With King Abdullah back in the saddle throne since late February, after months abroad for medical treatment, it seems to me that Saudi diplomacy has gone into relative overdrive.  Their biggest move was troops into Bahrain, to free up the Bahraini security forces to beat up demonstrators, but now they appear to be taking an active role in arranging for the departure of President Ali Abdullah Saleh from his post, if not from the country.
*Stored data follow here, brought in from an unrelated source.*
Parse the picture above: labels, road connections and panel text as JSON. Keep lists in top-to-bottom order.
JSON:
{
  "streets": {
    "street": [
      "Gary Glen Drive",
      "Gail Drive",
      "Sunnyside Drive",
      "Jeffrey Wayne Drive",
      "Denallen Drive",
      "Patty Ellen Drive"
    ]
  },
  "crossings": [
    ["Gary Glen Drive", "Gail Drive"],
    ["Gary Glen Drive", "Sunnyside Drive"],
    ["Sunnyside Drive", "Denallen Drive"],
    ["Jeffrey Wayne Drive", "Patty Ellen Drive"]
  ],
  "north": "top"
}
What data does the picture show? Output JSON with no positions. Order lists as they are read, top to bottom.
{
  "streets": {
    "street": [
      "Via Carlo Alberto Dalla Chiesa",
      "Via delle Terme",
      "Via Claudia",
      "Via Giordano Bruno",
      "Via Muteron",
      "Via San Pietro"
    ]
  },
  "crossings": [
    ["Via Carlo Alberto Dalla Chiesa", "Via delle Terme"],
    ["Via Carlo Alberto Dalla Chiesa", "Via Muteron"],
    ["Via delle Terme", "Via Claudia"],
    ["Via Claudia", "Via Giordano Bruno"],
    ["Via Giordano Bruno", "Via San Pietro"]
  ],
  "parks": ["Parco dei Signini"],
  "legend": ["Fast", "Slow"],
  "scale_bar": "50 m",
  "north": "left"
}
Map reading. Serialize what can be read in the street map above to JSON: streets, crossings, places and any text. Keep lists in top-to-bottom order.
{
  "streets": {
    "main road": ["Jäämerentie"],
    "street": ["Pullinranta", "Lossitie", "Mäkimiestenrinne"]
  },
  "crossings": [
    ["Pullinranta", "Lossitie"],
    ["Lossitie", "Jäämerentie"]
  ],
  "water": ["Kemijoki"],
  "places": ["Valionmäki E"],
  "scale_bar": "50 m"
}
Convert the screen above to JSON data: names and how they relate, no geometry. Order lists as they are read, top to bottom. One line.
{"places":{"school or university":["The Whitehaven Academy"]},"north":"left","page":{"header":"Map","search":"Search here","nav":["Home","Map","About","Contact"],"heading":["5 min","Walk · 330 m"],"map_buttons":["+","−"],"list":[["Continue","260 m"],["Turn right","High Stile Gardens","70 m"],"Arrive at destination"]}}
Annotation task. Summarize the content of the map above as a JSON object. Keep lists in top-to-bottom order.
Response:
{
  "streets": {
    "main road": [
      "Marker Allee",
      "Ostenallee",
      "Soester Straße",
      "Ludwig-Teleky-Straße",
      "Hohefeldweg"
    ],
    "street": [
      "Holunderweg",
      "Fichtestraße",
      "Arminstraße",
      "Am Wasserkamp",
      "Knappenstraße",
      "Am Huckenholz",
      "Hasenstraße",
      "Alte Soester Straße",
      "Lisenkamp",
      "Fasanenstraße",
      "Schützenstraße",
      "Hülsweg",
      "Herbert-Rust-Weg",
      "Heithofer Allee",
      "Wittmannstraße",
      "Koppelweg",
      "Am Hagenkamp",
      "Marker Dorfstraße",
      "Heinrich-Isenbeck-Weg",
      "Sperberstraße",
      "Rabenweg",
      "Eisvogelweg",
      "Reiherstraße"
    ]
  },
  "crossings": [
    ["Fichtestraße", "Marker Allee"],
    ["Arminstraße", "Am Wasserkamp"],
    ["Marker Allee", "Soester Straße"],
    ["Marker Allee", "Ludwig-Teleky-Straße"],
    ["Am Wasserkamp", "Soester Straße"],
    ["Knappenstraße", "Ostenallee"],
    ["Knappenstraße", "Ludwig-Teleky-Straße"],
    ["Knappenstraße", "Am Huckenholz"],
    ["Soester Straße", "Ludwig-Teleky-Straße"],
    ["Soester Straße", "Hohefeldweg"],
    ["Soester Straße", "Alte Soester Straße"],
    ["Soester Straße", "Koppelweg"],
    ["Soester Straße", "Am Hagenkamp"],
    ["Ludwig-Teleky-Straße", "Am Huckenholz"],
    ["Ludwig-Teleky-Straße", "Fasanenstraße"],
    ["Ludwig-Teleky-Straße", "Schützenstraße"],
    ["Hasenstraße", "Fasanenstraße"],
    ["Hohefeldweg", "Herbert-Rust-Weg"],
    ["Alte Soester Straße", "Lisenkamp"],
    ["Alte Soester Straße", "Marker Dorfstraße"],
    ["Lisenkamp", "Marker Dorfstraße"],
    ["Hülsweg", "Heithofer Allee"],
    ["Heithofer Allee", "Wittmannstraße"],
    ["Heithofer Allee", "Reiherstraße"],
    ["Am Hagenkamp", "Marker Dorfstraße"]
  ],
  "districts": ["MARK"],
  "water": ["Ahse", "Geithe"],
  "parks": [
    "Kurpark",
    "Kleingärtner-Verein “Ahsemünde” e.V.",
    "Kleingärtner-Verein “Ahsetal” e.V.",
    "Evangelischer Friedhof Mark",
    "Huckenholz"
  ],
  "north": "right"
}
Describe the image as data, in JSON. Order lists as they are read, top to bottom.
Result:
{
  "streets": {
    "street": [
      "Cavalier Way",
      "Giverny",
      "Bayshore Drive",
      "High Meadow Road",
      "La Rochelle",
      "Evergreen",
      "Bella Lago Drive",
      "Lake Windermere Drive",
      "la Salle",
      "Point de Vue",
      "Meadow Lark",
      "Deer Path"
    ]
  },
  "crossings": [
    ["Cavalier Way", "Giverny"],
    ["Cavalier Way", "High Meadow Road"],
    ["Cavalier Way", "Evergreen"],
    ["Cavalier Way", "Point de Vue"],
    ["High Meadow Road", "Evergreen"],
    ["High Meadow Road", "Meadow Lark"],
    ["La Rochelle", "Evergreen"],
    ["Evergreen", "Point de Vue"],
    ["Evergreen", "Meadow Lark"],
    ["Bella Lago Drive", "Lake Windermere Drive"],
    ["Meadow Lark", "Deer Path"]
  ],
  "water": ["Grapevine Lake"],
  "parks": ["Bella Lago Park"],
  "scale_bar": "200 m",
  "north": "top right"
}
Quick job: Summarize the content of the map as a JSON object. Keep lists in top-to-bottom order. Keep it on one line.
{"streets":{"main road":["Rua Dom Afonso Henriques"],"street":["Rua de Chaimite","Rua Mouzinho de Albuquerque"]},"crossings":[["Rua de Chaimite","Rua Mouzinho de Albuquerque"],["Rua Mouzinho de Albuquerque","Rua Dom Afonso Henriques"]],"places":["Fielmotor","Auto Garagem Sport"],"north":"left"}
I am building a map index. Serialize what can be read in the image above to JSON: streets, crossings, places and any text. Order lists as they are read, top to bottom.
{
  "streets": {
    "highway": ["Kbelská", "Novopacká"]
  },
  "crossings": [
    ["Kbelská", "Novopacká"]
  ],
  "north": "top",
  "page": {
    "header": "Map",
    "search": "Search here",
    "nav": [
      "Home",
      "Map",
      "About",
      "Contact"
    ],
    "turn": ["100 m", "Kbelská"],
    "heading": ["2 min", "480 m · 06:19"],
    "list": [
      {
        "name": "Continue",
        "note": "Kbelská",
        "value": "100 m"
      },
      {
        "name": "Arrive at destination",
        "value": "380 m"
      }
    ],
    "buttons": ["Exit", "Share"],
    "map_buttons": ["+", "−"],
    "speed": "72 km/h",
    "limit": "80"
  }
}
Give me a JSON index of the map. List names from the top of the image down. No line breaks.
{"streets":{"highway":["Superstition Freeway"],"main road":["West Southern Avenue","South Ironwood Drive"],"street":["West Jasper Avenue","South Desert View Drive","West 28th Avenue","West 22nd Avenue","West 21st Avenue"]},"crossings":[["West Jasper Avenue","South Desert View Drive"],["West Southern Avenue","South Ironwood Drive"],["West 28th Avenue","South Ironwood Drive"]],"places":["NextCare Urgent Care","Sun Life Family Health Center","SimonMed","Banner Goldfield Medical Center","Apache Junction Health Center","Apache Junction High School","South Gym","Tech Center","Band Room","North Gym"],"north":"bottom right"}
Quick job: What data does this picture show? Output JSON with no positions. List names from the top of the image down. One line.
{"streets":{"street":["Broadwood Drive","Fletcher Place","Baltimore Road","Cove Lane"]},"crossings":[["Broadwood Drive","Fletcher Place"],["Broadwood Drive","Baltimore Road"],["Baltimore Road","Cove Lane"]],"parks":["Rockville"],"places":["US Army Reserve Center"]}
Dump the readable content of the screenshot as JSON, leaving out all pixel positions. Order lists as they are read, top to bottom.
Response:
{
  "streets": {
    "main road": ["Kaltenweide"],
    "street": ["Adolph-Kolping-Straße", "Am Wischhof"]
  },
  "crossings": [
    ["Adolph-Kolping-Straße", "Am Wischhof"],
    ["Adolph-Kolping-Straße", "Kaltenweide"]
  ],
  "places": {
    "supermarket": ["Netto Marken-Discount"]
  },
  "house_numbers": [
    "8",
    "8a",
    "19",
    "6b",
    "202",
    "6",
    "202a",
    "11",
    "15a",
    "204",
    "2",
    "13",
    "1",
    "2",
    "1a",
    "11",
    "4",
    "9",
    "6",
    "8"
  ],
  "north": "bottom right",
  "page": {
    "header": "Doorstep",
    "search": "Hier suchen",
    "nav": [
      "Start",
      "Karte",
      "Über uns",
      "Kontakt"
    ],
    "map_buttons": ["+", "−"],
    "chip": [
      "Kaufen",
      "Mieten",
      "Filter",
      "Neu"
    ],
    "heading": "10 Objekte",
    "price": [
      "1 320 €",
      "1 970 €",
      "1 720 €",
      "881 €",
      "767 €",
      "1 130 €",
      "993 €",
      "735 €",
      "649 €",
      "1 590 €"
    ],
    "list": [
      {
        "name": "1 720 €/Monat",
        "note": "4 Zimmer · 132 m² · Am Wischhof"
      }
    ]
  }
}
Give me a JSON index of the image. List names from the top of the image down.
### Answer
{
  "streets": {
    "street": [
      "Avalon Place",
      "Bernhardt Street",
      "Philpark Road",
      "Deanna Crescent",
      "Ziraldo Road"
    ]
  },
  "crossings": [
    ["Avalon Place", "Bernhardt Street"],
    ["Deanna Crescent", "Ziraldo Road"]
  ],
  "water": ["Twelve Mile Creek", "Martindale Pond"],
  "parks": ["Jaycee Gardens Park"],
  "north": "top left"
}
I imagine they’ve decided now he is more liability than asset, something most Yemenis seem to have concluded weeks ago.

The Americans are also in overdrive, with Defense Secretary Gates and National Security Adviser Donilon wearing out the flying carpet to Riyadh.  This is likely in part damage limitation–the Saudis aren’t happy to see the Americans plumping for transition in the democratic direction in Tunisia, Egypt, Libya and Bahrain.  It must be difficult to convince them that somehow we’ll manage to stop the process before it gets to the Kingdom, which has largely pacified its own population and cracks down hard when soft power fails to do the job.

But it looks as if there may be more on the agenda:  the Iranian challenge looms large for both Washington and Riyadh, and both have taken to implying that the Iranians are up to no good in Bahrain, though there is little evidence that the protests were fueled by Tehran.  This I suppose is where the Saudis would like the Americans to draw the line:  democracy is good, but not if it threatens to bring a Shia majority into power (as it did of course in Iraq, and the Saudis were not pleased).

This leaves Libya and Syria.  I see no real unhappiness coming from the Saudis about what is going on in Libya, and it is difficult to imagine that the United Arab Emirates would lend its air force to the cause if the Saudis were not prepared to go along.  Gaddafi is not a Saudi kind of guy, and of course there is no Shia threat there.  Syria is harder to read:  are the Saudis backing Bashar al Assad, who runs an Alawi (sort of Shia) regime, or not?  Riyadh and Damascus have in the past competed with him for influence in Lebanon.  Would the Saudis prefer a Sunni regime in Damascus?  Or does the preference for stability prevail?  So far, the latter.

Saudi influence is likely one of the reasons the Americans haven’t been as welcoming of the protesters in Syria as might have been expected.  Both Washington and Riyadh are worried about chaos in Syria, and how that might affect Iraq and Jordan.  This is odd, of course, since Damascus is allied with Tehran and Bashar al Assad has not hesitated to make trouble for the Americans in both Iraq and Lebanon.  I wonder if things started really coming apart in Damascus whether the Saudis would reconsider.

Now if you’ve got a headache from all this diplomatic mumbo jumbo, I’m not surprised.  But the world really is complicated, the Middle East more than most other regions.  And if something happens in Saudi Arabia to disrupt its giant oil production and exports, that $4 gasoline is going to start looking cheap.